Below are records. Copy every line with "canvas" in it.

Extracted material below:

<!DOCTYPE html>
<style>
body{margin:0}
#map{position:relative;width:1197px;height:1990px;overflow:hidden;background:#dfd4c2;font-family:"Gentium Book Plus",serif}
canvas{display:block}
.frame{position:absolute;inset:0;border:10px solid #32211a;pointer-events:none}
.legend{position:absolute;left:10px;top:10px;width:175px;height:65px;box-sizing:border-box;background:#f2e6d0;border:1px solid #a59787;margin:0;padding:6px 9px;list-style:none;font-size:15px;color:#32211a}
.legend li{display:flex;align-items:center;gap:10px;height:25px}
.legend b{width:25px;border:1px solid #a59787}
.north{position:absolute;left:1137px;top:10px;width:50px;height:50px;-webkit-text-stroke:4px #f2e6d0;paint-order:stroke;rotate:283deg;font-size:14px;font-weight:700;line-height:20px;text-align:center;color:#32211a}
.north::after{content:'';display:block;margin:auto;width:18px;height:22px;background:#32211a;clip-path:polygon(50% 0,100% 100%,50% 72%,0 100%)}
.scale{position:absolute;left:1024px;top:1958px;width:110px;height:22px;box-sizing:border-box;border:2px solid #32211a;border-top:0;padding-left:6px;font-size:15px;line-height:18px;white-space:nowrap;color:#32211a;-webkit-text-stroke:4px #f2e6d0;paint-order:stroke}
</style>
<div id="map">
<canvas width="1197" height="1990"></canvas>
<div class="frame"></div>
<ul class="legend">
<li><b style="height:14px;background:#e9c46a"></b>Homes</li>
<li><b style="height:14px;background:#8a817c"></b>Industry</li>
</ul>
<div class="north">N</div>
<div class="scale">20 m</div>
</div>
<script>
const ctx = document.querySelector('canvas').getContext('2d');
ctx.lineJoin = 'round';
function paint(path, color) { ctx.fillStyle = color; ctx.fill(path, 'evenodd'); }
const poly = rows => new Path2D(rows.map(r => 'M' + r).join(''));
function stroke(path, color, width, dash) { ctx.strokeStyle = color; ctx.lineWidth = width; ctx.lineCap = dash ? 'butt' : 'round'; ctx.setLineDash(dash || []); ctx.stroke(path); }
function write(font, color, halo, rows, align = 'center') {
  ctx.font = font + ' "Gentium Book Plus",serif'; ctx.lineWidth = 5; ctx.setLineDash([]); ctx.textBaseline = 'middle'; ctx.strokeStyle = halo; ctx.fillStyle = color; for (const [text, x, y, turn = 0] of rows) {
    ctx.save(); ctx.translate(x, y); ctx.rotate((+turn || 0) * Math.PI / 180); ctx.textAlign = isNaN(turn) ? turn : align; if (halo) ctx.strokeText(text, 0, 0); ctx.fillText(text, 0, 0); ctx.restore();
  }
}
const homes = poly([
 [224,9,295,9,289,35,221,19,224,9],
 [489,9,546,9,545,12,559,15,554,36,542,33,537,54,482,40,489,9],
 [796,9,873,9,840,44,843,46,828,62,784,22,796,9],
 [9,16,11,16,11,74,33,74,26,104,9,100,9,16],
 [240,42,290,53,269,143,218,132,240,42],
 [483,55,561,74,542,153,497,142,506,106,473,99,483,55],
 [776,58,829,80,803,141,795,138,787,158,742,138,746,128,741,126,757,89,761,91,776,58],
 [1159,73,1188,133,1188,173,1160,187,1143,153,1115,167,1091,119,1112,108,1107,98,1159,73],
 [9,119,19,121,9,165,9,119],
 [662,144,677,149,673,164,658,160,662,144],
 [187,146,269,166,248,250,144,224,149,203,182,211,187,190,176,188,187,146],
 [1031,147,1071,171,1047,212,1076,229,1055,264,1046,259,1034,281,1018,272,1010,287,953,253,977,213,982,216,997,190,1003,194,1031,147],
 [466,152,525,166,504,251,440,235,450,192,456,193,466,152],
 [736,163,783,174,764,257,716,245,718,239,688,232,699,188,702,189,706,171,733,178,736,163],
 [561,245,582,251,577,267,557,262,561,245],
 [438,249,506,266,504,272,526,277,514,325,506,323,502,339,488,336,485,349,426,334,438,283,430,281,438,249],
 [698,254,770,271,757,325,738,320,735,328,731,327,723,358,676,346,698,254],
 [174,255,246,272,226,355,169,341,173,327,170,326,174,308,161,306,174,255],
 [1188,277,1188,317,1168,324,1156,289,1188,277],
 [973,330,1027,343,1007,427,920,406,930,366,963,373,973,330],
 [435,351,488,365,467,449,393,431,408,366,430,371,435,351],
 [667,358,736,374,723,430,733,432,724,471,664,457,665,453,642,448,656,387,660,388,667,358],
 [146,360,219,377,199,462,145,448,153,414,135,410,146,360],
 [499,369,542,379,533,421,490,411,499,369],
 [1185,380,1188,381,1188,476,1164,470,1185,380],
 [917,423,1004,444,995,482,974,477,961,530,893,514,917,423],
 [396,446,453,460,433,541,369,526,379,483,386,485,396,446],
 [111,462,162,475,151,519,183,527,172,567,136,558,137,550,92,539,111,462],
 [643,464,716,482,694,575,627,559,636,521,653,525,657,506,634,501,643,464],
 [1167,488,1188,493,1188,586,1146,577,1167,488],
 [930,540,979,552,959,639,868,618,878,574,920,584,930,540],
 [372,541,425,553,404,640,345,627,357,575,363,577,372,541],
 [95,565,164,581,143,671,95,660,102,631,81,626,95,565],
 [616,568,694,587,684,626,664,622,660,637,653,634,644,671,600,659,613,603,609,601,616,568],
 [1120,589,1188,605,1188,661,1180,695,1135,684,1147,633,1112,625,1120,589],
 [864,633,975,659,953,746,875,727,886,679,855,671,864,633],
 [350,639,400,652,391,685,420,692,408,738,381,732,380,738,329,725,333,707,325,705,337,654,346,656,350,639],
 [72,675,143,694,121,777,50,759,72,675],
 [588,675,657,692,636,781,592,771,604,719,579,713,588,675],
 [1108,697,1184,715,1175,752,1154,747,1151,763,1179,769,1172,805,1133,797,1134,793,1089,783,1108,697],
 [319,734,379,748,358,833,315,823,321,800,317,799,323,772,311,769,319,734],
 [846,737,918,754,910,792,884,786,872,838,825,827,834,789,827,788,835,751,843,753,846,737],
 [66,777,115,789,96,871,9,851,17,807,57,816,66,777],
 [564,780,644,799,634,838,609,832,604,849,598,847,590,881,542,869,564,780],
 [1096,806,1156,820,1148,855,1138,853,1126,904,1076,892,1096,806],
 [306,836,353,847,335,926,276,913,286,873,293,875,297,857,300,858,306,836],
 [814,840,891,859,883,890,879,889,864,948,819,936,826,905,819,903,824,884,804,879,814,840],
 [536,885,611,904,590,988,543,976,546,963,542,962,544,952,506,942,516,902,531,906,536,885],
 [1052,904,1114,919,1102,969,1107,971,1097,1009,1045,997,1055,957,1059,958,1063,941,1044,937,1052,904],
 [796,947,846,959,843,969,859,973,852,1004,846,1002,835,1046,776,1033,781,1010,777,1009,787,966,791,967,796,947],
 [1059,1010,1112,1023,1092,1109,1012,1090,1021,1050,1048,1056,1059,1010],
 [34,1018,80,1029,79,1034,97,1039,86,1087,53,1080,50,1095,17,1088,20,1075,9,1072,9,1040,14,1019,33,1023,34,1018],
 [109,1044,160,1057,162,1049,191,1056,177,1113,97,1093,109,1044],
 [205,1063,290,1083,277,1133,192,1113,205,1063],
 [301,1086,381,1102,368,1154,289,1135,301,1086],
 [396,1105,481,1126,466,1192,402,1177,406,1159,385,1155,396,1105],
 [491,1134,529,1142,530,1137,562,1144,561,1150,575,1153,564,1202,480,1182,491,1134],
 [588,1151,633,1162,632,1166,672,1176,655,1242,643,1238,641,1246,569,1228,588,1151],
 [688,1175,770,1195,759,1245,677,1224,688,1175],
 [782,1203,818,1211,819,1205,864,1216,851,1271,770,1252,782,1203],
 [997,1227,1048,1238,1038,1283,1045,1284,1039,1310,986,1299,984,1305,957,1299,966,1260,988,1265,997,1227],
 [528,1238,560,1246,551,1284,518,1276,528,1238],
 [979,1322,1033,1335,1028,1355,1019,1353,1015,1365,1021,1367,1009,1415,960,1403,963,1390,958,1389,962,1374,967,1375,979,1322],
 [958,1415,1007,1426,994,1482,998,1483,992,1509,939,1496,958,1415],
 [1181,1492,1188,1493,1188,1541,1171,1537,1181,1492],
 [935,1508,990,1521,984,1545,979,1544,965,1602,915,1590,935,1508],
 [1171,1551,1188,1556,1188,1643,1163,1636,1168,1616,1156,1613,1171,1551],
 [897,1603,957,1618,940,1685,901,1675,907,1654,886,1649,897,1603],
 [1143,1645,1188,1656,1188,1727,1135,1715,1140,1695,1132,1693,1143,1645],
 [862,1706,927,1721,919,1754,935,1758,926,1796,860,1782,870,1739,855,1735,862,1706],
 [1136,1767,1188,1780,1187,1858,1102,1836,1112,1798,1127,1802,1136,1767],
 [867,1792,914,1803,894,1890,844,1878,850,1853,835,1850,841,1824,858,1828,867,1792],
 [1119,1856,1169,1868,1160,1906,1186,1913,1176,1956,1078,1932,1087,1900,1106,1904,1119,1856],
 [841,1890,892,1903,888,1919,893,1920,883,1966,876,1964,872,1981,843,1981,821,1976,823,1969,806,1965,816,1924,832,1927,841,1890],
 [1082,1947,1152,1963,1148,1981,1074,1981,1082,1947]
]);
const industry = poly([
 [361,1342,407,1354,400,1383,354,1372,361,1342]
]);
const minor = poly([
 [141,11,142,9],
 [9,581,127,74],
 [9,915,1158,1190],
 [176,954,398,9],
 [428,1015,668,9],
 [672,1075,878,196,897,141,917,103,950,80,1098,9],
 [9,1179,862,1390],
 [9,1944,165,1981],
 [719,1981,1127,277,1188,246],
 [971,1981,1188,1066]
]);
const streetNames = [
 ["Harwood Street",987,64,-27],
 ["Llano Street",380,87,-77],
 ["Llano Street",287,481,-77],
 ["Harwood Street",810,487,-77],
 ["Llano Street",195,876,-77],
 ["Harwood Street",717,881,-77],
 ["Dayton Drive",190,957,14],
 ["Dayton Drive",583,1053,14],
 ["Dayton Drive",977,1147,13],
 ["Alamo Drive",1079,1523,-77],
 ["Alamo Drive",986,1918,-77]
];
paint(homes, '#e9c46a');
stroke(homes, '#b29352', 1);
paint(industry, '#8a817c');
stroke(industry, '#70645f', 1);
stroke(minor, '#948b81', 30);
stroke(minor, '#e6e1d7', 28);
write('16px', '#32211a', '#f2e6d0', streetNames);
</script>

End of Extracted material.

Answer for the task:
canvas{display:block}
<canvas width="1197" height="1990"></canvas>
const ctx = document.querySelector('canvas').getContext('2d');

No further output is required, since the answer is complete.